**TASK PROMPT**
Repeat the whole listing, keeping each line as it is.

**AVAILABLE RECORDS**
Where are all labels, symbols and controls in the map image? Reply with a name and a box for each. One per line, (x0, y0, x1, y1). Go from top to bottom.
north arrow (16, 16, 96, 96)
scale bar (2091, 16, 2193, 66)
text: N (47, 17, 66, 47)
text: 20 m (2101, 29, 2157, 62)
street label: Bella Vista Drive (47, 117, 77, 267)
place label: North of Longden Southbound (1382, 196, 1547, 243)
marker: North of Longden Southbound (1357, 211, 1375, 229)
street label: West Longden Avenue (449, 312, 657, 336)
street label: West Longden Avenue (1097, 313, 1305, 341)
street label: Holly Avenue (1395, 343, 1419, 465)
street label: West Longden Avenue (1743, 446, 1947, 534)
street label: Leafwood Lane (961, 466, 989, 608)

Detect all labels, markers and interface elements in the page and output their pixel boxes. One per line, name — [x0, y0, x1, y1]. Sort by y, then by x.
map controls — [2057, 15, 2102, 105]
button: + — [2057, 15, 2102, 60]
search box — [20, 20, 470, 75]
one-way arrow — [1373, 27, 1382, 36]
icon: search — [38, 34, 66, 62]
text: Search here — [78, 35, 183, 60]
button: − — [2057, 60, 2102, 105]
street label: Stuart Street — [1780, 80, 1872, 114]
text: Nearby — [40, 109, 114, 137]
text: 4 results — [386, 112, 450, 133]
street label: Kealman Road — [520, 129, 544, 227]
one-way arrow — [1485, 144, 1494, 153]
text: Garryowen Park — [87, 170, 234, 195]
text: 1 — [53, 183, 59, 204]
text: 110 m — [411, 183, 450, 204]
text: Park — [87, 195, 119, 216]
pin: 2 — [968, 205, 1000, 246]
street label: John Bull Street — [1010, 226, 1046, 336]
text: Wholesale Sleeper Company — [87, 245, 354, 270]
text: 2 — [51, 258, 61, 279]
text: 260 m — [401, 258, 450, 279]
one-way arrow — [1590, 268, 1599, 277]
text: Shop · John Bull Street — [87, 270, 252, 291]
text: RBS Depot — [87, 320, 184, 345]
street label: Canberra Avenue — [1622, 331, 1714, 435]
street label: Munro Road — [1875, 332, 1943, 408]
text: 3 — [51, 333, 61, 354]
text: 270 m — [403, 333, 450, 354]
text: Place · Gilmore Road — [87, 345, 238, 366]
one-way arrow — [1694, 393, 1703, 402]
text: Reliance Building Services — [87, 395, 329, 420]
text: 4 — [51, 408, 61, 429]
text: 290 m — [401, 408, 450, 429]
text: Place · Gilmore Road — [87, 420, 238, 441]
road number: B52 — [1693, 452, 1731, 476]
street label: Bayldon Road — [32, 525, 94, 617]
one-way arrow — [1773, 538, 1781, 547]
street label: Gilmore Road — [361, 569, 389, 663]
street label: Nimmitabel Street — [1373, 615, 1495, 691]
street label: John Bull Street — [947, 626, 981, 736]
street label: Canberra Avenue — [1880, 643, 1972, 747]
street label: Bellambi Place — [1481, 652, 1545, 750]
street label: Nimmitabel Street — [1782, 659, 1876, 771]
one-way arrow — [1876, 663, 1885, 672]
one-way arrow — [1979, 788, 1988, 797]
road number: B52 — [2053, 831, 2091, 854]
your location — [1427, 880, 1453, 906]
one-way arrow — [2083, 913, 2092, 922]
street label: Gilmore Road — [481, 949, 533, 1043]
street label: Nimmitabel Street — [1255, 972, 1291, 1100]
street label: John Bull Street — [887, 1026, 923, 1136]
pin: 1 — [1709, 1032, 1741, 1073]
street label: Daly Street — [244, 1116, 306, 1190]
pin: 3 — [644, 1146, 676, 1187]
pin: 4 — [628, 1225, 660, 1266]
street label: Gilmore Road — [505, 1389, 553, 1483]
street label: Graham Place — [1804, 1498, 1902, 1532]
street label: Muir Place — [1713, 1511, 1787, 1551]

**TASK OUTPUT**
Where are all labels, symbols and controls in the map image? Reply with a name and a box for each. One per line, (x0, y0, x1, y1). Go from top to bottom.
north arrow (16, 16, 96, 96)
scale bar (2091, 16, 2193, 66)
text: N (47, 17, 66, 47)
text: 20 m (2101, 29, 2157, 62)
street label: Bella Vista Drive (47, 117, 77, 267)
place label: North of Longden Southbound (1382, 196, 1547, 243)
marker: North of Longden Southbound (1357, 211, 1375, 229)
street label: West Longden Avenue (449, 312, 657, 336)
street label: West Longden Avenue (1097, 313, 1305, 341)
street label: Holly Avenue (1395, 343, 1419, 465)
street label: West Longden Avenue (1743, 446, 1947, 534)
street label: Leafwood Lane (961, 466, 989, 608)

Detect all labels, markers and interface elements in the page and output their pixel boxes. One per line, name — [x0, y0, x1, y1]. Sort by y, then by x.
map controls — [2057, 15, 2102, 105]
button: + — [2057, 15, 2102, 60]
search box — [20, 20, 470, 75]
one-way arrow — [1373, 27, 1382, 36]
icon: search — [38, 34, 66, 62]
text: Search here — [78, 35, 183, 60]
button: − — [2057, 60, 2102, 105]
street label: Stuart Street — [1780, 80, 1872, 114]
text: Nearby — [40, 109, 114, 137]
text: 4 results — [386, 112, 450, 133]
street label: Kealman Road — [520, 129, 544, 227]
one-way arrow — [1485, 144, 1494, 153]
text: Garryowen Park — [87, 170, 234, 195]
text: 1 — [53, 183, 59, 204]
text: 110 m — [411, 183, 450, 204]
text: Park — [87, 195, 119, 216]
pin: 2 — [968, 205, 1000, 246]
street label: John Bull Street — [1010, 226, 1046, 336]
text: Wholesale Sleeper Company — [87, 245, 354, 270]
text: 2 — [51, 258, 61, 279]
text: 260 m — [401, 258, 450, 279]
one-way arrow — [1590, 268, 1599, 277]
text: Shop · John Bull Street — [87, 270, 252, 291]
text: RBS Depot — [87, 320, 184, 345]
street label: Canberra Avenue — [1622, 331, 1714, 435]
street label: Munro Road — [1875, 332, 1943, 408]
text: 3 — [51, 333, 61, 354]
text: 270 m — [403, 333, 450, 354]
text: Place · Gilmore Road — [87, 345, 238, 366]
one-way arrow — [1694, 393, 1703, 402]
text: Reliance Building Services — [87, 395, 329, 420]
text: 4 — [51, 408, 61, 429]
text: 290 m — [401, 408, 450, 429]
text: Place · Gilmore Road — [87, 420, 238, 441]
road number: B52 — [1693, 452, 1731, 476]
street label: Bayldon Road — [32, 525, 94, 617]
one-way arrow — [1773, 538, 1781, 547]
street label: Gilmore Road — [361, 569, 389, 663]
street label: Nimmitabel Street — [1373, 615, 1495, 691]
street label: John Bull Street — [947, 626, 981, 736]
street label: Canberra Avenue — [1880, 643, 1972, 747]
street label: Bellambi Place — [1481, 652, 1545, 750]
street label: Nimmitabel Street — [1782, 659, 1876, 771]
one-way arrow — [1876, 663, 1885, 672]
one-way arrow — [1979, 788, 1988, 797]
road number: B52 — [2053, 831, 2091, 854]
your location — [1427, 880, 1453, 906]
one-way arrow — [2083, 913, 2092, 922]
street label: Gilmore Road — [481, 949, 533, 1043]
street label: Nimmitabel Street — [1255, 972, 1291, 1100]
street label: John Bull Street — [887, 1026, 923, 1136]
pin: 1 — [1709, 1032, 1741, 1073]
street label: Daly Street — [244, 1116, 306, 1190]
pin: 3 — [644, 1146, 676, 1187]
pin: 4 — [628, 1225, 660, 1266]
street label: Gilmore Road — [505, 1389, 553, 1483]
street label: Graham Place — [1804, 1498, 1902, 1532]
street label: Muir Place — [1713, 1511, 1787, 1551]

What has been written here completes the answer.